K

137 4 1
                                    

Sare otelde kalmaya başladığından beri, bir yandan boşanma işlerine koşuşturuyor bir yandan da yaşadıklarından etkilenip kitap yazmış, yayın işleriyle uğraşıyordu. Tabii ki olayları farklılaştırıp, abartmıştı ki daha macera ve aksiyon dolu olsun diye.

Yusuf ile de buluşmuş, olan biteni anlatıp ondan sözünü tutamadığı için af dilemişti.
Yusuf  elinde olan bir umudu daha kaybettiğine üzülse de Sare'nin kaza geçirmesinden dolayı çok da belli etmemişti. Üstelik Atahan'ı koruması için özel istekte bulunmuştu Sare ve Yusuf da elinden geldiğince gizli olarak yapacağını söylemişti.

Kitap da yine ülkede patlamış, herkesin dilindeydi. Çoğu genç alıp okumaya başlamıştı bile. Hal böyle olunca bir de imza günleri başlamıştı.

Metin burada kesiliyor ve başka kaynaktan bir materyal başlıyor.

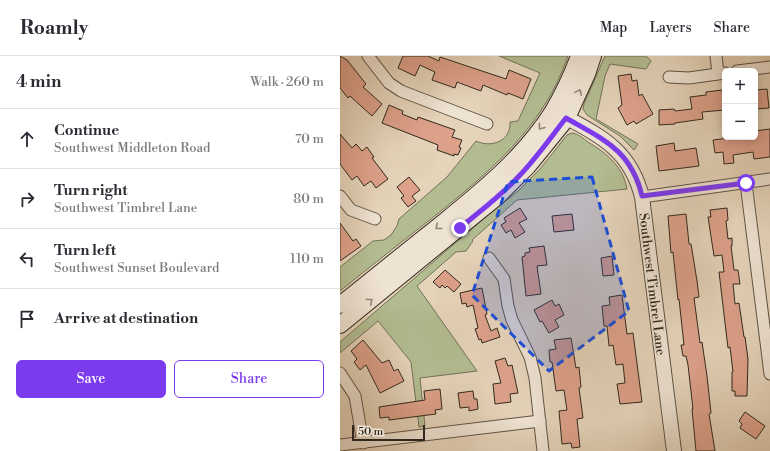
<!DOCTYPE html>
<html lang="en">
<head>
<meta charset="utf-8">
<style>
  :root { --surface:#fff; --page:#f7f7f7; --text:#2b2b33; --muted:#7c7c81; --line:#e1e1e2; --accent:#7c3aed }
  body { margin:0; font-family:"Libre Bodoni",serif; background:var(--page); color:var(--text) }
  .controls { position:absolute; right:12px; top:12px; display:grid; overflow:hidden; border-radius:6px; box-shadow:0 2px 10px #0003 }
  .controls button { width:36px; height:36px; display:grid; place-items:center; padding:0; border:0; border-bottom:1px solid var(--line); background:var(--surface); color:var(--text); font:20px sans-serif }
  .scale { position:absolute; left:12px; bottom:10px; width:73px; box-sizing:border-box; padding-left:4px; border:2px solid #31291e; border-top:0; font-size:11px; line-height:14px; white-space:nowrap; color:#31291e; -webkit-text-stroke:3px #eee2d2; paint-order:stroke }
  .stop { position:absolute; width:12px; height:12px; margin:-9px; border:3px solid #7c3aed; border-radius:50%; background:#fff }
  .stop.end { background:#7c3aed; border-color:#fff; box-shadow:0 1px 4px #0008 }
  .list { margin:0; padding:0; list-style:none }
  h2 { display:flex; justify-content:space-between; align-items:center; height:52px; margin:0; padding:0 16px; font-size:17px }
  h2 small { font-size:13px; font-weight:400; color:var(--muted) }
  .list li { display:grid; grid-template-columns:26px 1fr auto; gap:12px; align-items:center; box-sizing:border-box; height:60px; padding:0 16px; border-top:1px solid var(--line) }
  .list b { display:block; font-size:15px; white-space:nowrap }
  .list p { margin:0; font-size:13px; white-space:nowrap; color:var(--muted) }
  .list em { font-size:13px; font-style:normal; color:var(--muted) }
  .actions { display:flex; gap:8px; padding:12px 16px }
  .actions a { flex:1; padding:9px 0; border:1px solid var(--accent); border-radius:6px; text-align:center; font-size:14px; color:var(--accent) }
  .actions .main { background:var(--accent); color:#fff }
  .icon { flex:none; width:22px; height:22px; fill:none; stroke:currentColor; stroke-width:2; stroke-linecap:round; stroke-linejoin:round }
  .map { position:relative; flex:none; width:430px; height:395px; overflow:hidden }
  header { display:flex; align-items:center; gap:24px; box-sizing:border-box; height:56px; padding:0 20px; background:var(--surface); border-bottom:1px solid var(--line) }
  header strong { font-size:19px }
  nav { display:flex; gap:22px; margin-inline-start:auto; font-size:14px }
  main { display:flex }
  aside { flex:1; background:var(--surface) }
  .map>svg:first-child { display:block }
  .green { fill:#b3bc91; stroke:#727258 }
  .building { fill:#dda18a; stroke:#31291e }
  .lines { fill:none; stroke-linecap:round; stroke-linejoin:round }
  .minor-casing { stroke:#5e5445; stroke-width:13 }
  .tertiary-casing { stroke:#5e5445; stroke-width:16 }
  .secondary-casing { stroke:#31291e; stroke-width:18 }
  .minor { stroke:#eee2d2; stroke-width:11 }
  .tertiary { stroke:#eee2d2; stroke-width:14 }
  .secondary { stroke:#eee2d2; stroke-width:16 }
  .oneway { stroke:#908678 }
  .route { stroke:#7c3aed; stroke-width:5 }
  .marked { fill:#1d4ed8; fill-opacity:0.2; stroke:#1d4ed8; stroke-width:3; stroke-dasharray:8 5; stroke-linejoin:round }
  .labels { text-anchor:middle; stroke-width:3; stroke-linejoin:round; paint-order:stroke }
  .street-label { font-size:13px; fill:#31291e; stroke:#eee2d2 }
</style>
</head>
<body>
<header>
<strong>Roamly</strong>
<nav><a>Map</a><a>Layers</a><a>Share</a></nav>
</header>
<main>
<aside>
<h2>4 min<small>Walk · 260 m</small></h2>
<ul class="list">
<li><svg class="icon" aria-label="ahead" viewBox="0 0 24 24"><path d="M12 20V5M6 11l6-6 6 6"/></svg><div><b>Continue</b><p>Southwest Middleton Road</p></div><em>70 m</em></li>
<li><svg class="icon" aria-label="right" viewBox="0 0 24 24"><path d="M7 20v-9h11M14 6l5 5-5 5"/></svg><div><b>Turn right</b><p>Southwest Timbrel Lane</p></div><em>80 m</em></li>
<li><svg class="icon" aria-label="left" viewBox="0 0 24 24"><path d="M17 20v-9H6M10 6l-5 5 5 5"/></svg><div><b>Turn left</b><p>Southwest Sunset Boulevard</p></div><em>110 m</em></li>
<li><svg class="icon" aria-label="arrive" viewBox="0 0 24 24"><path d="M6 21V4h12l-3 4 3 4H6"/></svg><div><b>Arrive at destination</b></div></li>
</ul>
<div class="actions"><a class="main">Save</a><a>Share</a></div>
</aside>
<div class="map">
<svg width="430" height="395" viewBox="0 0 430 395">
  <rect width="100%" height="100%" fill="#e5d3ba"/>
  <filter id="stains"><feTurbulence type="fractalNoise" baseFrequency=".005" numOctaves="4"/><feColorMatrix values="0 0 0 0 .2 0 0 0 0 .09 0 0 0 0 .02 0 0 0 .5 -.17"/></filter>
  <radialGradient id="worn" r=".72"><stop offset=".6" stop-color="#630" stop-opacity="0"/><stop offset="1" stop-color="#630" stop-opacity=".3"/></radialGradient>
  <!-- green -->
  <g class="green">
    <path d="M159 0H228C203 73 148 117 91 163 60 187 30 211 0 235V211L33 185 44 184 51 179 57 170 59 163 107 121 136 85C151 92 171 86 170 66L178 65 200 17Z"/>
    <polygon points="265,0 306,0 311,5 306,13 270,8 265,20 256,63 298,88 294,94 280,80 247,59 243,53 244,48"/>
    <path d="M232 77C238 78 243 82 248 86 266 97 283 110 287 133L177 144 132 184 133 185 126 195 116 196 77 230 137 315 80 322 85 370 79 371 71 306 38 265 0 297V286L148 159 178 135 200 113 227 79Z"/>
  </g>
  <!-- building -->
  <g class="building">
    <polygon points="0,0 7,4 26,28 23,31 42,48 32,60 10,40 8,42 0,32"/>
    <polygon points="63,0 88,0 99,5 100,1 166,23 169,14 191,23 183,43 168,37 167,39 143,29 141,35 117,26 115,32 92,24 95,16 80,9 75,20 58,12"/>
    <polygon points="291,18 292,25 297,24 299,40 302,38 313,58 296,68 294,65 287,69 278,52 282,49 278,20"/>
    <polygon points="427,33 429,52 415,53 415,34"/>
    <polygon points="382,34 385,54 362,56 363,63 335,67 335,68 319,69 319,54 334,53 335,55 352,53 350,41 366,39 366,36"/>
    <polygon points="49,49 63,55 62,58 77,64 78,61 115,74 112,81 122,84 119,91 121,92 118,99 114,98 114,100 97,94 98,89 42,67"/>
    <polygon points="430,73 430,101 414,103 413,96 393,99 394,107 384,108 383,96 375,97 373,84 398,81 415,81 415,75"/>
    <polygon points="0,78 12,92 16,88 22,95 27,91 34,101 32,102 48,123 36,132 31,125 24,130 17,120 12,124 0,108"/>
    <polygon points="334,87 335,95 356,92 359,110 319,115 316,90"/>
    <polygon points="69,121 80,134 72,140 76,145 68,151 61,142 64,140 57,131"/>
    <polygon points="180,152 187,163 179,167 185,176 175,182 171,174 166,177 161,169 166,166 164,162"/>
    <polygon points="387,152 388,164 386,165 388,183 392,182 392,190 391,190 394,214 398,214 400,228 393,228 395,248 399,247 404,281 405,281 408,303 407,340 395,340 395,335 392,335 392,316 393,316 390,291 388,292 379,216 384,216 382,199 374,200 368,161 371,161 370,154"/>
    <polygon points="232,158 234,174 214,176 212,160"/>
    <polygon points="346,158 349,188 351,188 357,225 359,241 354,242 360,287 362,286 367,320 371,357 369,358 375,395 356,395 352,353 353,353 348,309 346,300 343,300 341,289 344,289 339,243 338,244 333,196 331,197 328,160"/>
    <polygon points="0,167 13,185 16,183 21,190 0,205"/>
    <polygon points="204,190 207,209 197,210 201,238 186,240 182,201 185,200 185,197 190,196 189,192"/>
    <polygon points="272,200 274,219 263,220 261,202"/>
    <polygon points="105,214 121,228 114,236 107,230 105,232 102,229 100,232 93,226"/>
    <polygon points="142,232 147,258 145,259 151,275 157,272 160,281 142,287 141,283 139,284 135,273 138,272 133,249 127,251 126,247 122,248 120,237"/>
    <polygon points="282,239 287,278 293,277 302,346 280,348 277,328 285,327 283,308 276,309 273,289 269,290 267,270 264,270 262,250 270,249 269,241"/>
    <polygon points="212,244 215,250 219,248 224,259 215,264 219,271 209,277 202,265 200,266 194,254"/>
    <polygon points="231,282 236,312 239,311 241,331 239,332 243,362 237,363 240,391 232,392 231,387 222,388 219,355 227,354 224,334 216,335 212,306 210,306 209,294 216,293 214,284"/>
    <polygon points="23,284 42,307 49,304 54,315 58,313 64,325 40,337 26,309 20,314 14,306 17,303 11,295"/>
    <polygon points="165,302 168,310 172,309 178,337 170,338 171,346 155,348 153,328 161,327 155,305"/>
    <polygon points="100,333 102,353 95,354 96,358 49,364 49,361 40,362 39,351 85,344 84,335"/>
    <polygon points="133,335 134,343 137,343 138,353 129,355 129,351 120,352 118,337"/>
    <polygon points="405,356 425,370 416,383 400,372 402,368 399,365"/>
  </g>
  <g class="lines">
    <defs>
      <g id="minor">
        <polyline points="28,0 49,27 61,35 147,68"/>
        <polyline points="376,0 378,17"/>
        <polyline points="397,15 430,11"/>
        <polyline points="329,21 349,22 385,17"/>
        <polyline points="406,127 430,318"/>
        <polyline points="0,140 11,154 35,163"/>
        <polyline points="302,141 430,123"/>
        <polyline points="149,202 164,223 168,250 172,264 190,301 195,322 203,395"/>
        <polyline points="0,317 15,340 23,387"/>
        <polyline points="0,389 200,365"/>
      </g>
      <path id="tertiary" d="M218 57C258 79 290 92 302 141L334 395"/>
      <g id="secondary">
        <path d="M0 249C32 224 63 198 95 173 138 138 183 103 213 55 223 38 232 19 239 0"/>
        <polyline points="0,269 158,140 188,110 227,62 247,18 253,0"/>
      </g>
    </defs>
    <!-- minor casing -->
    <use href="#minor" class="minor-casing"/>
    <!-- tertiary casing -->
    <use href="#tertiary" class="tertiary-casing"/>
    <!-- secondary casing -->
    <use href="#secondary" class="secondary-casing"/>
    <!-- minor -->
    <use href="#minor" class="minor"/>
    <!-- tertiary -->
    <use href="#tertiary" class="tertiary"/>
    <!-- secondary -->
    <use href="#secondary" class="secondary"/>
  </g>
  <!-- one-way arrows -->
  <defs><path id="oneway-chevron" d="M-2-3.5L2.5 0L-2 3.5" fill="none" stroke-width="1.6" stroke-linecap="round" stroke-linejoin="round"/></defs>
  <g class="oneway">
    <use href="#oneway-chevron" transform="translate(239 36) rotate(-66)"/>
    <use href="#oneway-chevron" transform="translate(201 71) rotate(127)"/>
    <use href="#oneway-chevron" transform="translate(98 171) rotate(141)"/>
    <use href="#oneway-chevron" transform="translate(30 245) rotate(-39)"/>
  </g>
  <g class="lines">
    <!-- route -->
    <path class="route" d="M120 172C140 155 162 139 180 119 197 101 211 81 226 62 264 84 291 94 302 140L406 127"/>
  </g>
  <!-- marked area -->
  <path class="marked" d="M252 121 289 255 209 315 132 239 168 126Z"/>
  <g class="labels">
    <!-- street labels -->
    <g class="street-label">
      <text transform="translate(313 228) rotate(83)" y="5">Southwest Timbrel Lane</text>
    </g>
  </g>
  <rect width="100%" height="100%" filter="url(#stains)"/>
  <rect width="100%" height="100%" fill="url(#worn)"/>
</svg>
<div class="controls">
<button>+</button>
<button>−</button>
</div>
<div class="scale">50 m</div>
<div class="stop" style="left:406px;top:127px"></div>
<div class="stop end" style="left:120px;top:172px"></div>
</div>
</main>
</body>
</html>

Sare günler öncesinden ne giyeceğine karar verdiği kıyafetlerini giymiş, sevenleriyle buluşmuştu. Kitap imzalarken, insanlara adlarını soruyor ve isimlerini yazarak yanına 'sevgilerle' kelimesini iliştiriyordu. Altına da imzasını atıyordu.

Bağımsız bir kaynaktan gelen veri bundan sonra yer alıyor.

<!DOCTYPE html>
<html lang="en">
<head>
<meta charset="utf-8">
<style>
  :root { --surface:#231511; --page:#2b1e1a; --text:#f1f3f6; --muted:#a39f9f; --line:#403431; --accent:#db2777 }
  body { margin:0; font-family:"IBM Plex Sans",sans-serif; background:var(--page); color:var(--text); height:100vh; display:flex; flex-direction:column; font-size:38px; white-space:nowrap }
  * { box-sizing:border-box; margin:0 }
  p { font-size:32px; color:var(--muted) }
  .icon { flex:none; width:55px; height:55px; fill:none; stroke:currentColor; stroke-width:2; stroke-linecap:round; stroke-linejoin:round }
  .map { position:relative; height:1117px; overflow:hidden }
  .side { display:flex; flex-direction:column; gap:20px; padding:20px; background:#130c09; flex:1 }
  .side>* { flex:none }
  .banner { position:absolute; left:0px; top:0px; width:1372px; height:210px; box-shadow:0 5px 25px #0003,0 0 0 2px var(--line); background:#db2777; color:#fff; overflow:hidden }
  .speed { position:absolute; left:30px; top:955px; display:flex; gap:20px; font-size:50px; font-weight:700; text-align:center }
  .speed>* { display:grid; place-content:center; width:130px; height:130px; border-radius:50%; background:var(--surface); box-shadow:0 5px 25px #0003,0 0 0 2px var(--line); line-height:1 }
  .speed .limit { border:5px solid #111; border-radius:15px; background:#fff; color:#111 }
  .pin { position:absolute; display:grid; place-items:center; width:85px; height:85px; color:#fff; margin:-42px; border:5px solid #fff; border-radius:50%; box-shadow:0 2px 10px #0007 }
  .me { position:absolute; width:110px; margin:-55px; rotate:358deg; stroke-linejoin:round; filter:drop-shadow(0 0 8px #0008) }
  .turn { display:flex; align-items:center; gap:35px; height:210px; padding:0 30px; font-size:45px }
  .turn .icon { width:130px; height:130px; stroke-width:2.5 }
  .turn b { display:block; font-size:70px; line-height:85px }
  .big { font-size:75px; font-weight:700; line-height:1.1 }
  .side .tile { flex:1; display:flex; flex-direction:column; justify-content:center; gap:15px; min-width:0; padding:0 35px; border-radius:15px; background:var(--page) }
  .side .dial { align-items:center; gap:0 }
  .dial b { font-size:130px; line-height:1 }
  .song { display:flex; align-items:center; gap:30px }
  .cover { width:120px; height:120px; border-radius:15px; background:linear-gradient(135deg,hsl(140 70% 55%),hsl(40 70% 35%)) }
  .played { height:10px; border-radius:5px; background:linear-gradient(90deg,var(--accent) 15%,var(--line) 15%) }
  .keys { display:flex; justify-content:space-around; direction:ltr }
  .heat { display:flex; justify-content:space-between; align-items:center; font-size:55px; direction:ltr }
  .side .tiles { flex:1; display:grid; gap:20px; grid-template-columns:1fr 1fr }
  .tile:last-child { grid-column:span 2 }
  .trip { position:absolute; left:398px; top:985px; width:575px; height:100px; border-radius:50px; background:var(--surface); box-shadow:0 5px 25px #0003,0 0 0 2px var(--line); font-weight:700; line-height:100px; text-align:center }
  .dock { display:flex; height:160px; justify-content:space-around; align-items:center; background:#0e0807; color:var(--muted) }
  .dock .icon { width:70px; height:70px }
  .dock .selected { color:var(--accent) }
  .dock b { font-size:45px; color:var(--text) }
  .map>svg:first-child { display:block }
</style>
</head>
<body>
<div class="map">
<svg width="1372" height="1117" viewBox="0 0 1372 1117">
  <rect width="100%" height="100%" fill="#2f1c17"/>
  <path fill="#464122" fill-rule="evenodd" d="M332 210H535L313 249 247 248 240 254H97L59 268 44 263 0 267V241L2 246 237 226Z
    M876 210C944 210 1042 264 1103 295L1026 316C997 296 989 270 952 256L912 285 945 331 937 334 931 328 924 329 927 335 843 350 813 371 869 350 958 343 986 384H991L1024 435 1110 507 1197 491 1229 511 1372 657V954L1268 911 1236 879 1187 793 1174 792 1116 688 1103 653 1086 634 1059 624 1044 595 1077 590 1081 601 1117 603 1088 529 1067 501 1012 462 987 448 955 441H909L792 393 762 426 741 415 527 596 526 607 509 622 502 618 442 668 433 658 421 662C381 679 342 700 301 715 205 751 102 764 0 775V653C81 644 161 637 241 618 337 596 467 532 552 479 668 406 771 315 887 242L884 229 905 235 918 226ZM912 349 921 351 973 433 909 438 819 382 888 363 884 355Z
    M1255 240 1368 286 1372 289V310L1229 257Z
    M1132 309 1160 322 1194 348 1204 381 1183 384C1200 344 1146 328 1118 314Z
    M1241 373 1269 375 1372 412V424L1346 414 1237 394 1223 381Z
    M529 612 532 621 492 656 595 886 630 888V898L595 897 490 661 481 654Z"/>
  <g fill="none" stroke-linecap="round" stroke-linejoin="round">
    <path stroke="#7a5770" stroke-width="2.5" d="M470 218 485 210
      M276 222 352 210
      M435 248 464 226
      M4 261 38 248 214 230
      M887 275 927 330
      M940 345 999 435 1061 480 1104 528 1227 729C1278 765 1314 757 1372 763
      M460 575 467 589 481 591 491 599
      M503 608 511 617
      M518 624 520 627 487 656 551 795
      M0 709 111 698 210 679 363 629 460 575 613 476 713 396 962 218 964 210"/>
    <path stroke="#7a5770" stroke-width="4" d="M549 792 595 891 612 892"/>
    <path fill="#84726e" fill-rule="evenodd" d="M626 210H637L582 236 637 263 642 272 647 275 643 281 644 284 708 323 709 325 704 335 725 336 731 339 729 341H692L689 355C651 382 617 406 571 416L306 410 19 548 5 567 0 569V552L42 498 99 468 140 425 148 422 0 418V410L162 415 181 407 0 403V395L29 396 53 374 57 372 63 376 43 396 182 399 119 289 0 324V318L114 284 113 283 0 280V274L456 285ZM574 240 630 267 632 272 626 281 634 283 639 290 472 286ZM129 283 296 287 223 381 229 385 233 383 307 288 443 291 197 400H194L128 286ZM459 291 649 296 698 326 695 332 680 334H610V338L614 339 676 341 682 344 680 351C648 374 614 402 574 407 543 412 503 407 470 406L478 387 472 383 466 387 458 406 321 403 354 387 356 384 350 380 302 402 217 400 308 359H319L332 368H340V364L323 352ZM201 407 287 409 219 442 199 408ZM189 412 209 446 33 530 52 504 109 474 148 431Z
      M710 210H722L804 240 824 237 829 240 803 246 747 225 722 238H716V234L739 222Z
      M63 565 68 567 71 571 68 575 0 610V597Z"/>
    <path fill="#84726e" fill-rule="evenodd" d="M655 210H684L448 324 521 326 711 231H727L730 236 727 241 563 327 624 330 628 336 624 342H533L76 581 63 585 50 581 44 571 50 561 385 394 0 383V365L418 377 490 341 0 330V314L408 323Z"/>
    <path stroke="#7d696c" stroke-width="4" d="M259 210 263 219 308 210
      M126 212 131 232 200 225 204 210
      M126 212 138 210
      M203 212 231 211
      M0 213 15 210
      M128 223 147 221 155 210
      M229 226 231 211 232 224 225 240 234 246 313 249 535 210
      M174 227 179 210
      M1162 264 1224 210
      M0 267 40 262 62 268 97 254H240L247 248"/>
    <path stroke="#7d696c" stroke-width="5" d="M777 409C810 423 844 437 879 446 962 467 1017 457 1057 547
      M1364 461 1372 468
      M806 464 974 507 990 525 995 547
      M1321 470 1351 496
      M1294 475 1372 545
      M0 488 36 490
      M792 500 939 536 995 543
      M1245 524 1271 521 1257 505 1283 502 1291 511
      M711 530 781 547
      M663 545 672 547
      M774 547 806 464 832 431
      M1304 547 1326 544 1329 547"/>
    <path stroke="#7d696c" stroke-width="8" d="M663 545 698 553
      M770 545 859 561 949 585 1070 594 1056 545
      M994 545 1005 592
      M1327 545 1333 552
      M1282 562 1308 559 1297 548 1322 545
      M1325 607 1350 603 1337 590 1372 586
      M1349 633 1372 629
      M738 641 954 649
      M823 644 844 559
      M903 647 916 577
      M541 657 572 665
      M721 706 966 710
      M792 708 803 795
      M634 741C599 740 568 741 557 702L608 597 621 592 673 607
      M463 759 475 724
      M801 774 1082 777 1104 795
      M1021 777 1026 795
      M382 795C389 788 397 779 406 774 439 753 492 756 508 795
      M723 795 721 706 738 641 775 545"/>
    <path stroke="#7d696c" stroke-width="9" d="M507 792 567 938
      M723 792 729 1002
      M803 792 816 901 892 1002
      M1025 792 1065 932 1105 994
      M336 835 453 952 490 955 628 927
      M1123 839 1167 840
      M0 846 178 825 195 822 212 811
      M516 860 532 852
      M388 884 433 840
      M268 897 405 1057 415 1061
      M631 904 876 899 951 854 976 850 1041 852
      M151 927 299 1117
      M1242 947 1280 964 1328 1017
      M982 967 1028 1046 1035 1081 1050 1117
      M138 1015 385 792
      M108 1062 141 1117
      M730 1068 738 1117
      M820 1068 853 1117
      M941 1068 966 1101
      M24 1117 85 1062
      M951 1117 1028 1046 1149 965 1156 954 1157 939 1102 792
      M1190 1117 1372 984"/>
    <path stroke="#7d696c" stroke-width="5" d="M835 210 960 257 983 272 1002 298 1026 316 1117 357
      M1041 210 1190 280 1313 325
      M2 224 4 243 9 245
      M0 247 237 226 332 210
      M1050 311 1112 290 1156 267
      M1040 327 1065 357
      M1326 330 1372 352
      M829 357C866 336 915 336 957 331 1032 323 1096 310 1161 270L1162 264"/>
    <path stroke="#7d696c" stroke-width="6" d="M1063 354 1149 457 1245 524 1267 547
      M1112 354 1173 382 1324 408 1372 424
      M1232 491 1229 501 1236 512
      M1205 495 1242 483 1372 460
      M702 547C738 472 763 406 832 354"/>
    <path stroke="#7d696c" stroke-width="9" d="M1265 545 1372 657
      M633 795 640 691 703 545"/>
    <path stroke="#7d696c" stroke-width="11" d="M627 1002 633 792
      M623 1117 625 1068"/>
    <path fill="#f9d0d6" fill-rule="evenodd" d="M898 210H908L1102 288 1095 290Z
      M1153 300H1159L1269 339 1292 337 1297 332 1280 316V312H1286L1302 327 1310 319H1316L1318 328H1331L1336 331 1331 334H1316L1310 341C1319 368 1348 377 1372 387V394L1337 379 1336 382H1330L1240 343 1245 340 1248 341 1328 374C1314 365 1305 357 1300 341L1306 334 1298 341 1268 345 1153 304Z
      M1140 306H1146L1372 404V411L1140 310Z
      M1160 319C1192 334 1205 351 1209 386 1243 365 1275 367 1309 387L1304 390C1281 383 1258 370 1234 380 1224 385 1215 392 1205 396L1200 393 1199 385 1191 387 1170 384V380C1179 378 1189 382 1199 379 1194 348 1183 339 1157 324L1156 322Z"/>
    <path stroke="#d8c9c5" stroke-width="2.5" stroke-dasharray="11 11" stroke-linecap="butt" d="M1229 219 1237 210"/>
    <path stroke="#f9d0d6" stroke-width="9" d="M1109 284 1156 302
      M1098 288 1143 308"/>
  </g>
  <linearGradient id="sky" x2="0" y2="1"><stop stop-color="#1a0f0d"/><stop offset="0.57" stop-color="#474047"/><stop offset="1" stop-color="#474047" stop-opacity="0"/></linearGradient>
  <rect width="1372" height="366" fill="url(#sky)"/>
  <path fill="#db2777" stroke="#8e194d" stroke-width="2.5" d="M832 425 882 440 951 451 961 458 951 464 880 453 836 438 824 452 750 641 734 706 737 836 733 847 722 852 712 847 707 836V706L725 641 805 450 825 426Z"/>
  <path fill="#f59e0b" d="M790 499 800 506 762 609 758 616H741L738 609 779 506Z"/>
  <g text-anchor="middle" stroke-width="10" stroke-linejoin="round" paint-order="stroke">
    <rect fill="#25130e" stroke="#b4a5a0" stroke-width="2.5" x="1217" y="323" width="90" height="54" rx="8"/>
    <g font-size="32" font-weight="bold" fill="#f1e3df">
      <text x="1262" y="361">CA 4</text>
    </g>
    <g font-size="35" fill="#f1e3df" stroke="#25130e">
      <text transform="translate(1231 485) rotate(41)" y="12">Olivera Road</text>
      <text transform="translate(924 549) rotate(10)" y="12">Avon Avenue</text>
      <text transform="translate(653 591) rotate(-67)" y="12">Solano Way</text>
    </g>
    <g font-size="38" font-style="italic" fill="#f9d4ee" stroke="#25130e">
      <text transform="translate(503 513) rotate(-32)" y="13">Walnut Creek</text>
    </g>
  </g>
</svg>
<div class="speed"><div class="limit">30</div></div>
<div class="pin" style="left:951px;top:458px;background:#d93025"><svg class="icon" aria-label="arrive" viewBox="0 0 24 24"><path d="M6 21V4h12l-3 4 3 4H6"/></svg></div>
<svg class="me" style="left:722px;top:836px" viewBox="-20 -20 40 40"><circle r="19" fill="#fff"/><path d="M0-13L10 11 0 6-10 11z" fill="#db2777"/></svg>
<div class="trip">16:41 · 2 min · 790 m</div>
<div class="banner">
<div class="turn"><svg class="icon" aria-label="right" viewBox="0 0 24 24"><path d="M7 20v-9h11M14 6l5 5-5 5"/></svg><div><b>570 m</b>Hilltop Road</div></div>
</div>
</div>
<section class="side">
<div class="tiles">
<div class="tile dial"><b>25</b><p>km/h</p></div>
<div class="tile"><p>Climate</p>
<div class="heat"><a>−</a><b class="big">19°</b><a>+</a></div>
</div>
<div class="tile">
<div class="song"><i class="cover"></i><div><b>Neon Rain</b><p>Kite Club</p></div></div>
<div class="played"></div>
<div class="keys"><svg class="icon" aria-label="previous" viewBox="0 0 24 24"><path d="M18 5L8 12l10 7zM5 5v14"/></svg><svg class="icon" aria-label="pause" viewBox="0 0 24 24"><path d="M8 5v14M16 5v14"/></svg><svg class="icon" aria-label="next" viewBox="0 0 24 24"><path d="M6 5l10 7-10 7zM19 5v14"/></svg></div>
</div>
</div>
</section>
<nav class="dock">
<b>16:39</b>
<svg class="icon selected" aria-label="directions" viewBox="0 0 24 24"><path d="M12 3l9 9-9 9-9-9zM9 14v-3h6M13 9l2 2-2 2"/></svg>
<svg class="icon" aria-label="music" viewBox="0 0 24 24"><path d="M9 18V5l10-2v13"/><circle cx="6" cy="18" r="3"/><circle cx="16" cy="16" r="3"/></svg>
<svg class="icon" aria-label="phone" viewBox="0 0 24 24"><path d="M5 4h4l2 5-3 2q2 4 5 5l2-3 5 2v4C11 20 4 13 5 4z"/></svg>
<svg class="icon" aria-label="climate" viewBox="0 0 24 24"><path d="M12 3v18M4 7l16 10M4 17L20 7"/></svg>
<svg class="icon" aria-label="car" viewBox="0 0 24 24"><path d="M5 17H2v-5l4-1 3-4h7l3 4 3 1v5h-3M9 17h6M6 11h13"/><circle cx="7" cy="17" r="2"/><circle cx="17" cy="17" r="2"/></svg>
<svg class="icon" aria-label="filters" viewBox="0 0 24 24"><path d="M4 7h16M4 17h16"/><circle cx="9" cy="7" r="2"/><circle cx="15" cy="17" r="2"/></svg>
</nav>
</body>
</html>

"İsminiz?" Diye sordu Sare önüne bırakılan kitabın kapağını açarken. Artık seriye bağlamıştı.
"Atahan Sargun"
İsmi ve bu ismi söyleyenin sesini duymasıyla kanı çekildi. Sadece gözlerini yüzü görebilmek için hareket ettirdi. O'ydu. Başında dikilen, son imza attırmak isteyen kişi Atahan'dı.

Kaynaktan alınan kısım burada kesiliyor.